What lies at the root of the abstractionism that I discussed last month, which afflicts the modern world like a mania, especially here in the United States?  Walker Percy dubbed the phenomenon angelism, by which he did not mean that those who exhibit it have evolved to a state of moral purity but that we have individually and collectively cut ourselves loose mentally from the ties that bind us to the world and the people around us.  And yet (for reasons that should be obvious) we have not been able, through such abstraction, to overcome the limitations that are inherent in human life and the material world.  Stymied by our inability to overcome those limitations, we have come increasingly to despise the world and our place in it.  And so our response is not to become more human but less so, as Percy’s Dr. Tom More put it so clearly in Love in the Ruins almost 50 years ago:

For the world is broken, sundered, busted down the middle, self ripped from self and man pasted back together as mythical monster, half angel, half beast, but no man.  Even now I can diagnose and shall one day cure: cure the new plague, the modern Black Death, the current hermaphroditism of the spirit, namely: More’s syndrome, or: chronic angelism-bestialism that rives soul from body and sets it orbiting the great world as the spirit of abstraction whence it takes the form of beasts, swans and bulls, werewolves, blood-suckers, Mr. Hydes, or just poor lonesome ghost locked in its own machinery.

Walker Percy did not live to see the rise of social media (he died in 1990), but the various forms that social media have taken and the conduct they have engendered among so many of their users would not have surprised him.  For all of the potential that social media have to draw people closer together, to rekindle ties with old friends and relatives, to keep us rooted in one another and therefore in the communities in which we are mutually a part, in practice they have all too often enabled the opposite: Social media allow us to engage in flights of fancy, to escape from the reality of our lives by imagining ourselves (consciously or even unconsciously) to be someone different, or even just to cast aside the manners and mores that are essential to civilized life in an actual community.

There have been dozens of investigative articles over the past several years on the phenomenon of “trolling”—people exhibiting behavior toward others with whom they interact online that would, in face-to-face encounters, skirt the line of diagnosable sociopathy, or even cross over it.  A common theme runs through all of them: When trolls meet the reporters, they behave much differently in person.  They are frequently shy, almost invariably polite, and express hurt when the reporters ask them about their actions online in tones that imply condemnation or disapproval.  The reporters themselves experience cognitive dissonance—they expect to dislike, even hate, the trolls but find themselves liking and even sympathizing with them.

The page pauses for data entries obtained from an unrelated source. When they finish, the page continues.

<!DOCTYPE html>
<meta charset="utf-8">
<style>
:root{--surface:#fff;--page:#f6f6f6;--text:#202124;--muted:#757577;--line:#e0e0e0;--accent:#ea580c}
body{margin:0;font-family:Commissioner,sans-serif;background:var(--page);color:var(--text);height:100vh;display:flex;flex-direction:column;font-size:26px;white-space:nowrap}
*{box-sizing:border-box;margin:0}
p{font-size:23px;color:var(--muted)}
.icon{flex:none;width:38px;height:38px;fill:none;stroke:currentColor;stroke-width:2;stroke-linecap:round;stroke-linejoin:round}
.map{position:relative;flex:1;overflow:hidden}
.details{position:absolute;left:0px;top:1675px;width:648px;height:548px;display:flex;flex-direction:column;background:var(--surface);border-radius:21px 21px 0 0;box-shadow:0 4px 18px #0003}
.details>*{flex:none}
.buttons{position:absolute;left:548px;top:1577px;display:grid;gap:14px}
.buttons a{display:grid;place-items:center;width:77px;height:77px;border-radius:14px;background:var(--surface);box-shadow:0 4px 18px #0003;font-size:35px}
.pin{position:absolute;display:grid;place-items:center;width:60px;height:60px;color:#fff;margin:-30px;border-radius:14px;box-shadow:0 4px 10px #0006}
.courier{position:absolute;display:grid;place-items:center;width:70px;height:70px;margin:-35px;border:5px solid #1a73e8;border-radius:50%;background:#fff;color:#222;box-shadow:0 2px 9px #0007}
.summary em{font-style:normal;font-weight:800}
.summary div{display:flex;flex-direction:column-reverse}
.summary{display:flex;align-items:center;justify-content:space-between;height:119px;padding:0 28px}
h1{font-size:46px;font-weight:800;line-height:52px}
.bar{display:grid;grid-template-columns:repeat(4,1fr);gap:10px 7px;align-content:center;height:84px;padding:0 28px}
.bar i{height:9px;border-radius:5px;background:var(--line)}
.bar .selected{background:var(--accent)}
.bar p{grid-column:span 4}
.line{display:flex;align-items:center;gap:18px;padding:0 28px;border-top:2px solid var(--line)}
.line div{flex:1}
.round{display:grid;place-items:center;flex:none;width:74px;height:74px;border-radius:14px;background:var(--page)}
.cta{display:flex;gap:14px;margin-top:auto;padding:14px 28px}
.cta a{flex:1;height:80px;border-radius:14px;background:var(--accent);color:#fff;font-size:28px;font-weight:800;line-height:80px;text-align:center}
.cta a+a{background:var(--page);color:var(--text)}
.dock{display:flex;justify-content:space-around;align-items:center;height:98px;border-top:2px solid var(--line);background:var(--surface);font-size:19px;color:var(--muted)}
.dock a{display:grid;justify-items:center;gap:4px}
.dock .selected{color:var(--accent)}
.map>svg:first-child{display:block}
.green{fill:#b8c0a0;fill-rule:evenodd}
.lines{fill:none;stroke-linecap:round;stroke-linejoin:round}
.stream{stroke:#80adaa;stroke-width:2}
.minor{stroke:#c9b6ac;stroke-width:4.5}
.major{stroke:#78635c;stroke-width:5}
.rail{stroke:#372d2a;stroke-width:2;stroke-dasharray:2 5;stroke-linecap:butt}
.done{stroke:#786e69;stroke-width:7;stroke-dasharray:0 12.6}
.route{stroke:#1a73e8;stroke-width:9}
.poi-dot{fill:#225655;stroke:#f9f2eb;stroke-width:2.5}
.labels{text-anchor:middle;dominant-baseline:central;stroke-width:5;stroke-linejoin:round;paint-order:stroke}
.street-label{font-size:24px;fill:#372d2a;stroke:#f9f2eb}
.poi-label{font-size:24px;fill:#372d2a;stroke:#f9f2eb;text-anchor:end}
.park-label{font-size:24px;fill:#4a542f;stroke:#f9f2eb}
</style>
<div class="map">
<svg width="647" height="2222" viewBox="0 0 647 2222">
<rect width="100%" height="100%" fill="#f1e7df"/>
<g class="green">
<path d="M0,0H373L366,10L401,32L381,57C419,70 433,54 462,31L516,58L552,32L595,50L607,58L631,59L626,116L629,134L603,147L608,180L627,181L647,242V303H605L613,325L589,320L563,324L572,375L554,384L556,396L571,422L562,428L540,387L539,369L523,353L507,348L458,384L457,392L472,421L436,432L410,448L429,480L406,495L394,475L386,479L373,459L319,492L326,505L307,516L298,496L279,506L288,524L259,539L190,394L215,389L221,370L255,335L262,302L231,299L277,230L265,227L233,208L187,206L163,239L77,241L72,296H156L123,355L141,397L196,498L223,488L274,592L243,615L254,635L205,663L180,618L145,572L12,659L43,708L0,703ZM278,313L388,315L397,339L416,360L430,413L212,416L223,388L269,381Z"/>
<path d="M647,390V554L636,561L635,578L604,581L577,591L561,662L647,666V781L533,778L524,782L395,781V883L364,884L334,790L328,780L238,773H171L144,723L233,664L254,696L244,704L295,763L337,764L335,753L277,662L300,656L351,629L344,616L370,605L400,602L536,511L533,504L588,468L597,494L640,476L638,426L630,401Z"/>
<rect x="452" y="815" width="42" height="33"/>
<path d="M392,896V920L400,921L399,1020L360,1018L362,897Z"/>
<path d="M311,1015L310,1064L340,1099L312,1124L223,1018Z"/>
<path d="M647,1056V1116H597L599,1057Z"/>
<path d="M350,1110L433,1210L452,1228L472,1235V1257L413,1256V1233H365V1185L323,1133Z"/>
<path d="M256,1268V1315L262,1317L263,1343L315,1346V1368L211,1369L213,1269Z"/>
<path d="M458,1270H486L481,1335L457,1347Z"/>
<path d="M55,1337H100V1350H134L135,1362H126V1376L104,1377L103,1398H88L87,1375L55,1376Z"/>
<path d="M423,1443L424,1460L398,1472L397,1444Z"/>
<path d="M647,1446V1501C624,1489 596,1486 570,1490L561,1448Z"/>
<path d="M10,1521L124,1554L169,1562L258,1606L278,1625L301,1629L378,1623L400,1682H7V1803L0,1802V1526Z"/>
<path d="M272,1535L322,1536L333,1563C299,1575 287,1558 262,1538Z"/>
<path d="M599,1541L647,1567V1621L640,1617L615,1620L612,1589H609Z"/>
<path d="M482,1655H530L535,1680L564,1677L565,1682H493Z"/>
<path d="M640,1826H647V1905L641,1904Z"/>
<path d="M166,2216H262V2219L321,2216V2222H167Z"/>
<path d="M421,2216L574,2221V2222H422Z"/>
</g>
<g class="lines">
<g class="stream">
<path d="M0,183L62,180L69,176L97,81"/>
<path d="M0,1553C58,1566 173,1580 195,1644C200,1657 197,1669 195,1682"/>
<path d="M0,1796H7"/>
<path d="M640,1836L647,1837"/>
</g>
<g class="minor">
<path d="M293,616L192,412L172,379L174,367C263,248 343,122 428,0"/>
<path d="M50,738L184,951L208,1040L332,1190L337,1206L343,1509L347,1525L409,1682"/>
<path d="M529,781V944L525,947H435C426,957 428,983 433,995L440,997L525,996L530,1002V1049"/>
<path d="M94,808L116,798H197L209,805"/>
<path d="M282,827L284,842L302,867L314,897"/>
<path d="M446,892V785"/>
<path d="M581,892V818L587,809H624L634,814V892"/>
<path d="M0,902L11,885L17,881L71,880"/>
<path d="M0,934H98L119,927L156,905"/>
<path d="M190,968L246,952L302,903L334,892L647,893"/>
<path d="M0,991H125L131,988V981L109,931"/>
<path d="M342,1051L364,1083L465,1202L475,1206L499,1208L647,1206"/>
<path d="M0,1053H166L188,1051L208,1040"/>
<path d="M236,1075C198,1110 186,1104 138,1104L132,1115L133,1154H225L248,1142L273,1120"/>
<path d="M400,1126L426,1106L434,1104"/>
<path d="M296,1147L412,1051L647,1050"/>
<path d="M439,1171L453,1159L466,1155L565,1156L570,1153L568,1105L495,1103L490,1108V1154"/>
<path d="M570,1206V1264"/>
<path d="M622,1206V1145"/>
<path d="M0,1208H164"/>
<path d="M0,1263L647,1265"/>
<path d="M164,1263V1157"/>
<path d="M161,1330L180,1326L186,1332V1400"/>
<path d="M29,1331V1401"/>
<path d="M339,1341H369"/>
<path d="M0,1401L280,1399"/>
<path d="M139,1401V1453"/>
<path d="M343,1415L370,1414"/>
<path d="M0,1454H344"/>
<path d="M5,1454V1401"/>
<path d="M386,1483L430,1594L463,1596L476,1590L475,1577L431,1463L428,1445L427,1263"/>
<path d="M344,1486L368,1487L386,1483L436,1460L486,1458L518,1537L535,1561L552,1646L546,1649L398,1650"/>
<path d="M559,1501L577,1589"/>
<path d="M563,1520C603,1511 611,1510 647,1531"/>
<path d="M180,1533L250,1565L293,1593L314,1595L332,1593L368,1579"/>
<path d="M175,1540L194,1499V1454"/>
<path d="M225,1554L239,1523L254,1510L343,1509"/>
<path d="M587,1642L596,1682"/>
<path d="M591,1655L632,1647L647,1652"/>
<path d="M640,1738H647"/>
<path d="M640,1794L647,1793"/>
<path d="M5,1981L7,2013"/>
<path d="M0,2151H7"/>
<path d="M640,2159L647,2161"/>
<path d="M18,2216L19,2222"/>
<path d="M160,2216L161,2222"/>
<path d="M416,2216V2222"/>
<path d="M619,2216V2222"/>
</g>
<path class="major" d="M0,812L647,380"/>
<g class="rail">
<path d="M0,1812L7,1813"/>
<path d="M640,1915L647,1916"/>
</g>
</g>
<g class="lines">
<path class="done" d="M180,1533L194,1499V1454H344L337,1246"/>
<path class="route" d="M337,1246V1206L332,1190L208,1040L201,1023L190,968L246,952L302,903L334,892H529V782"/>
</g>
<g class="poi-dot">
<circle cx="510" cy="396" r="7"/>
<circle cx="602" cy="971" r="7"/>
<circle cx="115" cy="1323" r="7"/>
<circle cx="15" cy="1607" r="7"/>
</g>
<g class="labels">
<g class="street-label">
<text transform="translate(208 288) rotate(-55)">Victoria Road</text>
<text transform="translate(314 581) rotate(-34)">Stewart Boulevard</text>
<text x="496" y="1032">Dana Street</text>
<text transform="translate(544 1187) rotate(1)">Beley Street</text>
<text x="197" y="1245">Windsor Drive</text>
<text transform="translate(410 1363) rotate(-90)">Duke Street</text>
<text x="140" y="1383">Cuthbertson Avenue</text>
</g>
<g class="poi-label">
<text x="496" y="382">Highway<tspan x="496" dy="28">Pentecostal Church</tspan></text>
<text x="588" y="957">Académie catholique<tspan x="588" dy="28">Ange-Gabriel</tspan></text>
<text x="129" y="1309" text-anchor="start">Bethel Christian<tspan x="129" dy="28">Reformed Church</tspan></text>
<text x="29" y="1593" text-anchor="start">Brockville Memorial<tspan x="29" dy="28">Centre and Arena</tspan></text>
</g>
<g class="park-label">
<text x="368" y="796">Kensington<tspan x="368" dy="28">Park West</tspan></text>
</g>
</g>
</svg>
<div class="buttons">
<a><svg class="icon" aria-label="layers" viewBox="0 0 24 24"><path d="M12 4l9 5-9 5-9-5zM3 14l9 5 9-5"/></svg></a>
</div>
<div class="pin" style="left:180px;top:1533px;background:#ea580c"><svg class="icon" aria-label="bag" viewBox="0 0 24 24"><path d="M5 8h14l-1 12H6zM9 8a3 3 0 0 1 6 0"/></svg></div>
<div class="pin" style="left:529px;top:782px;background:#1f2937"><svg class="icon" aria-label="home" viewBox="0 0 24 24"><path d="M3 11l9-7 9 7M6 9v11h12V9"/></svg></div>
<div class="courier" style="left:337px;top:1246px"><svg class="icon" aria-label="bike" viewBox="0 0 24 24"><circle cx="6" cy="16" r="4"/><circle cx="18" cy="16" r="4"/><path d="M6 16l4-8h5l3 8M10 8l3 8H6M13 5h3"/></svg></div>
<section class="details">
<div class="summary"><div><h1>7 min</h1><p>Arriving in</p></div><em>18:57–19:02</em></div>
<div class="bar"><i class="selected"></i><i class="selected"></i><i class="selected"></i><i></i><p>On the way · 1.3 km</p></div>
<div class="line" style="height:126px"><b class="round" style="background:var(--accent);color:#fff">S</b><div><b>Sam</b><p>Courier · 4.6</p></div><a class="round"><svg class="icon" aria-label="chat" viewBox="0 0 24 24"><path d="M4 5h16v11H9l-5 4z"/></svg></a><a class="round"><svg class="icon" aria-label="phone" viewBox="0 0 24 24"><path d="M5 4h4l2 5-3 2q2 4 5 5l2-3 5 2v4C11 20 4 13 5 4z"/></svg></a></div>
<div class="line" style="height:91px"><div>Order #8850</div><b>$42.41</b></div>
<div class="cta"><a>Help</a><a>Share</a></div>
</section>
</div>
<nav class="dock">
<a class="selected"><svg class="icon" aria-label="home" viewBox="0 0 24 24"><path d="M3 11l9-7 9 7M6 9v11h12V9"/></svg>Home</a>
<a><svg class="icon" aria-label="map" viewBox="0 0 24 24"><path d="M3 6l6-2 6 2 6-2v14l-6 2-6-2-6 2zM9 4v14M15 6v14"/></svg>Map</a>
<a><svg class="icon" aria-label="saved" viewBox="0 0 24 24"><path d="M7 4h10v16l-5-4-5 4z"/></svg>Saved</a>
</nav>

The behavior exhibited by trolls looks increasingly like one extreme of a broader phenomenon that afflicts an ever-wider swath of users of social media, and I don’t mean just white nationalists and “social-justice warriors” on Twitter.  More and more of us find it both easy and a relief to create identities on social media that do not reflect the reality of our everyday lives—even if we use our own names.  (And I use us here not as a rhetorical device but as a recognition that I have strayed in this direction myself over the years before recognizing that I had loosed the bonds of earth and needed to return to reality.)

Were Walker Percy still alive, I suspect he would see in this parallels to the psychological condition of dissociation.  With our increasing use of social media (and other electronic media, such as email and texts) as a substitute for the hard reality of dealing with flesh-and-blood human beings, we create alternative unrealities that consume more and more of our attention and consciousness until, one day, we look in the mirror and no longer recognize the man we see there.  We become strangers to ourselves, but the ghosts we have created through our abstraction can never truly replace the creatures that God has made us to be.  Bound by time and ties to people and place, we have only two options: keep raging against reality and losing our true self in the process, or start recovering that true self by accepting the limitations inherent in it, and returning to earth.